For years, Berkeley High School (BHS) has struggled with a deeply destructive rape culture. Toxic masculinity and lack of consequences lie at the root of this reality. There is no universal solution to rape culture, but there are ways to start changing the narrative for future BHS generations. One necessary step is outlined in the policy demanded by BHS students:
If multiple members of a sports team or club affiliated with BHS are accused of sexual misconduct, the entire team will complete an official sexual assault training with a Title IX coordinator present. If multiple members are convicted of sexual assault and/or rape, that entire sports team or club will be suspended for the rest of the season/semester.
This is not a revolutionary idea. In professional sports, sponsors often “drop” athletes that are surrounded in controversy, especially if it involves rape. Some BHS teams have participated in sexual harm trainings, but there needs to be an official mandate to ensure that this change continues. Coaches should have to sign an agreement stating that, should multiple of their students commit sexual assault, they will personally ensure that all activities of the team will be terminated.

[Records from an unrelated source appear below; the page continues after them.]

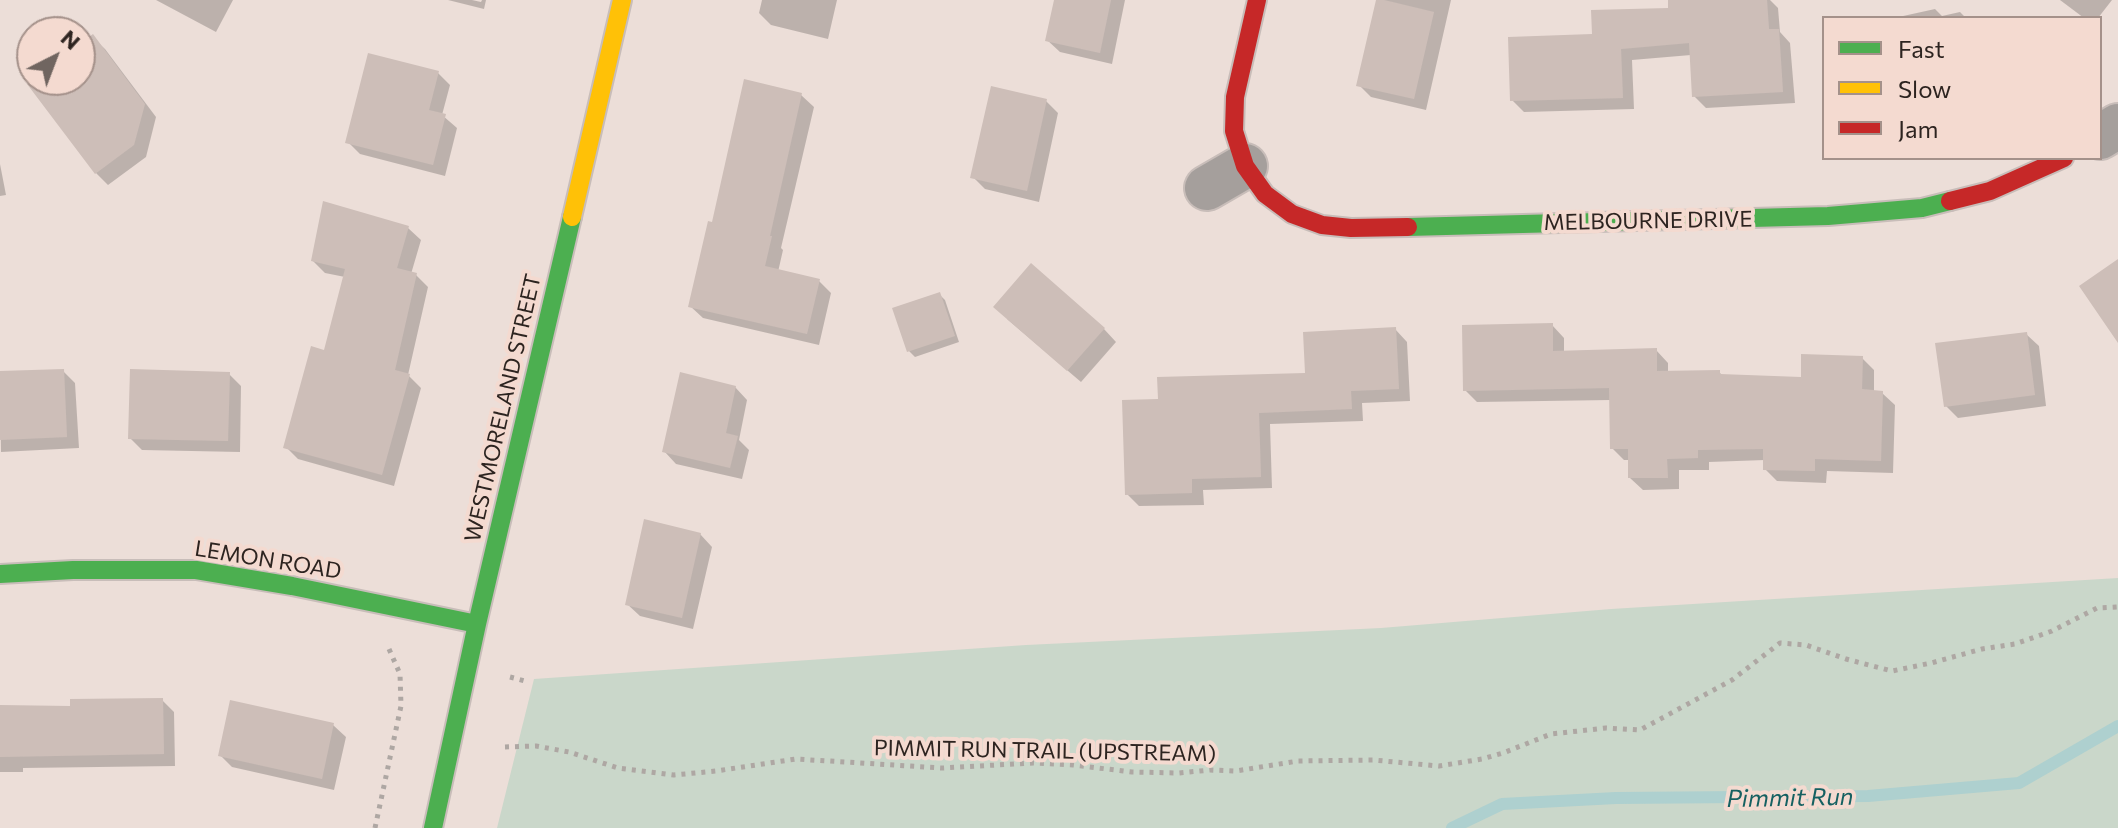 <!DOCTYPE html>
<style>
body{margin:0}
#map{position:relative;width:2118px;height:828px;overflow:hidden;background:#ecded8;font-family:Commissioner,sans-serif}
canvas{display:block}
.legend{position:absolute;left:1822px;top:16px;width:280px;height:144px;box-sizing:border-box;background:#f4dad0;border:2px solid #a4918a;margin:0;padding:10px 14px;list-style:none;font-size:24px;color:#2d2420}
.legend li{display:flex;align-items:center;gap:16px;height:40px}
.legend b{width:40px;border:2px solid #a4918a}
.north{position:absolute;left:16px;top:16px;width:80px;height:80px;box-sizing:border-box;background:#f4dad0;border:2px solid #a4918a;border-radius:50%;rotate:42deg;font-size:22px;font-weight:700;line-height:32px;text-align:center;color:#2d2420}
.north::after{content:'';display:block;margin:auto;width:28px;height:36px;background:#706560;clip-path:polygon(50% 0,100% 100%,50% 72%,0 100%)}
</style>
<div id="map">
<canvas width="2118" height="828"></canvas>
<ul class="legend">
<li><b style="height:10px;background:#4caf50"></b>Fast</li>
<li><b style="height:10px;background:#ffc107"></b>Slow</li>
<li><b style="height:10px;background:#c62828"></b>Jam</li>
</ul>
<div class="north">N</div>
</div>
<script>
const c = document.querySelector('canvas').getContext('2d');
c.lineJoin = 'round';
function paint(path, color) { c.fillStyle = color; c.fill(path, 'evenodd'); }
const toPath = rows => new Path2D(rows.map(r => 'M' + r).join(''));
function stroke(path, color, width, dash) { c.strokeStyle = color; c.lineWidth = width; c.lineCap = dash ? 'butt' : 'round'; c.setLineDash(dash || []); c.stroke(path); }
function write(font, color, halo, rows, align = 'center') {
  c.font = font + ' Commissioner,sans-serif'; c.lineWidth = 8; c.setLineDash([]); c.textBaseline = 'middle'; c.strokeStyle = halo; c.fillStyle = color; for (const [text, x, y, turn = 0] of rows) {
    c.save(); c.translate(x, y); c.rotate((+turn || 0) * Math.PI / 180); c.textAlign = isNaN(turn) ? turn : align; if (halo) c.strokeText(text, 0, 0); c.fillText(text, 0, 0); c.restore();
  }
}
paint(toPath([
 [2118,578,2118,828,497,828,534,679,1026,645,1381,628,1611,609]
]), '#cad7ca');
paint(toPath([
 [156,0,233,0,216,32],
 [448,0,472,0,481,2,482,0,486,0,484,9],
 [762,0,837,0,828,39,771,25,759,13],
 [1056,0,1125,0,1112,64,1060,52,1047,40],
 [1378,0,1451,0,1426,110,1371,97,1359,85],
 [1695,0,1770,0,1778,8,1780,32,1790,43,1795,103,1706,108,1694,96,1691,55,1632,60,1634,109,1524,112,1512,100,1594,36],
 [2060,0,2112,0,2098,18,2084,18],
 [1935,9,1942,16,1960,12,1966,18,1894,18],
 [92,37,105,49,156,117,146,157,108,185,96,173,29,84,35,80,80,80,80,46],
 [438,73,450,85,442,115,457,128,445,176,360,154,348,142],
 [801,95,814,107,781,248,783,250,778,272,819,281,831,293,819,345,703,318,690,306,714,225],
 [1046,101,1058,113,1039,202,985,189,973,177],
 [0,164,6,195,0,196],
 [408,228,421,240,411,274,416,275,428,287,408,375,421,388,394,486,298,459,286,447,326,353,345,277,325,273,313,261],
 [939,294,945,300,959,342,915,357,909,351],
 [1007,319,1104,329,1116,342,1081,382],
 [1552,325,1564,338,1564,352,1656,350,1668,363,1668,373,1719,372,1723,376,1803,379,1862,358,1874,370,1874,392,1882,393,1895,405,1893,473,1827,471,1826,483,1777,481,1765,469,1765,460,1709,462,1709,470,1679,470,1679,489,1643,490,1630,478,1630,460,1624,460,1612,448,1611,400,1477,402,1465,390],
 [1395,329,1407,342,1410,401,1362,403,1363,421,1270,424,1272,488,1203,490,1204,505,1139,506,1127,494,1160,401,1307,374],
 [2026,334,2039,346,2046,406,1958,418,1946,406],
 [63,371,75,383,79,448,1,452,0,373],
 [229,374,241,386,240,452,142,450,130,438],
 [735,387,747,400,739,440,749,450,742,479,676,464,664,451],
 [700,534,712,547,693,629,640,616,627,604],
 [162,700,174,712,175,766,23,768,23,772,0,772,0,707,72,708],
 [333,725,346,737,334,790,232,767,220,755]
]), '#0003');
stroke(toPath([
 [1452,828,1502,804,1616,798,1868,796,2019,783,2118,726]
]), '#aed0cf', 12);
paint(toPath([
 [1054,0,1111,0,1100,53,1045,41],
 [1376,0,1384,0,1434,12,1414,99,1356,86],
 [1668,0,1767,0,1769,29,1779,29,1783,92,1692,97,1689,43,1621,49,1623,98,1510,101,1508,37,1592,34,1591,10,1668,8],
 [93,34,145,104,134,145,95,174,27,84,32,80,80,80,80,43],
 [368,53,439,71,429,110,446,114,433,165,345,143],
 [744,79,802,93,770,236,772,236,765,266,820,279,807,334,688,307,708,221,712,222],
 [991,86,1047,99,1027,191,970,178],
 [323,201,409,226,397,268,417,273,395,370,410,374,382,475,283,448,311,346,324,350,345,269,311,261],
 [2118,259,2118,343,2079,286],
 [1031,263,1105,328,1067,371,993,307],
 [940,292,955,336,907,352,892,308],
 [1553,323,1553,351,1657,348,1657,371,1720,370,1720,374,1801,377,1801,354,1863,356,1862,389,1883,391,1881,461,1815,459,1815,471,1763,470,1763,449,1698,450,1698,458,1667,459,1668,478,1628,478,1628,449,1610,449,1609,388,1463,391,1462,325],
 [1396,327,1399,389,1351,391,1352,409,1259,413,1261,477,1192,479,1192,493,1125,495,1122,400,1158,399,1157,377,1305,373,1303,332],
 [2027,332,2035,395,1944,407,1935,343],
 [64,369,67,437,0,440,0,371],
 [130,369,230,372,228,441,128,439],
 [680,372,736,386,726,433,738,436,730,468,662,452],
 [644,519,701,533,682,618,625,605],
 [163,698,164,754,0,757,0,705,70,706,70,699],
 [230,700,334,723,322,779,218,756]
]), '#cdbeb8');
const street = toPath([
 [2100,137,2118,126],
 [1207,188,1245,166]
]);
const fast = toPath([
 [1408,227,1828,216,1922,208,1950,201],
 [0,574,73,570,196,570,292,586,477,624],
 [433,828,477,624,572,217]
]);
const slow = toPath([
 [572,217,622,0]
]);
const jam = toPath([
 [1257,0,1235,97,1234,131,1245,166,1265,194,1292,214,1322,225,1351,228,1408,227],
 [1950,201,1990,191,2064,158]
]);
stroke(street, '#c8bdb9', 48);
stroke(fast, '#c8bdb9', 22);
stroke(slow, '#c8bdb9', 22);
stroke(jam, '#c8bdb9', 22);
stroke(toPath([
 [510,677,525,681],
 [505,747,536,746,569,752,618,768,674,775,716,771,796,759,942,768,1033,763,1073,765,1132,772,1179,773,1210,770,1236,771,1298,761,1373,760,1439,766,1482,759,1503,753,1551,734,1606,728,1640,730,1732,680,1780,643,1806,645,1846,659,1892,671,1931,663,1982,649,2015,644,2052,631,2097,608,2118,607],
 [375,828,401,706,400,674,389,649]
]), '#aea7a3', 5, [4, 6]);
stroke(street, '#a59f9c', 44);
stroke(fast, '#4caf50', 18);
stroke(slow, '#ffc107', 18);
stroke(jam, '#c62828', 18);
write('22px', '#2d2420', '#f4dad0', [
 ["MELBOURNE DRIVE",1648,221,-1],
 ["WESTMORELAND STREET",503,408,-77],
 ["LEMON ROAD",268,560,9],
 ["PIMMIT RUN TRAIL (UPSTREAM)",1045,751,1]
]);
write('italic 24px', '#156061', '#f4dad0', [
 ["Pimmit Run",1790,798,-1]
]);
</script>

This may seem drastic, but it is necessary. Our generation hopes to create a future without rape, and that begins with implementing structural changes in high school. Under this rule, the “team” culture that has empowers young men to commit sexual assault would shift to accountability. This rule redirects the idea of brotherhood into a positive source of power for preventing sexual assault.
Every BHS athlete signs a Code of Conduct promising to conduct themselves responsibly while representing our school. Sexual harassment and assault violate this code of conduct. When you put on a Jacket jersey, you are given the privilege of being part of a team, and with that privilege comes the responsibility of being a leader, on and off the field.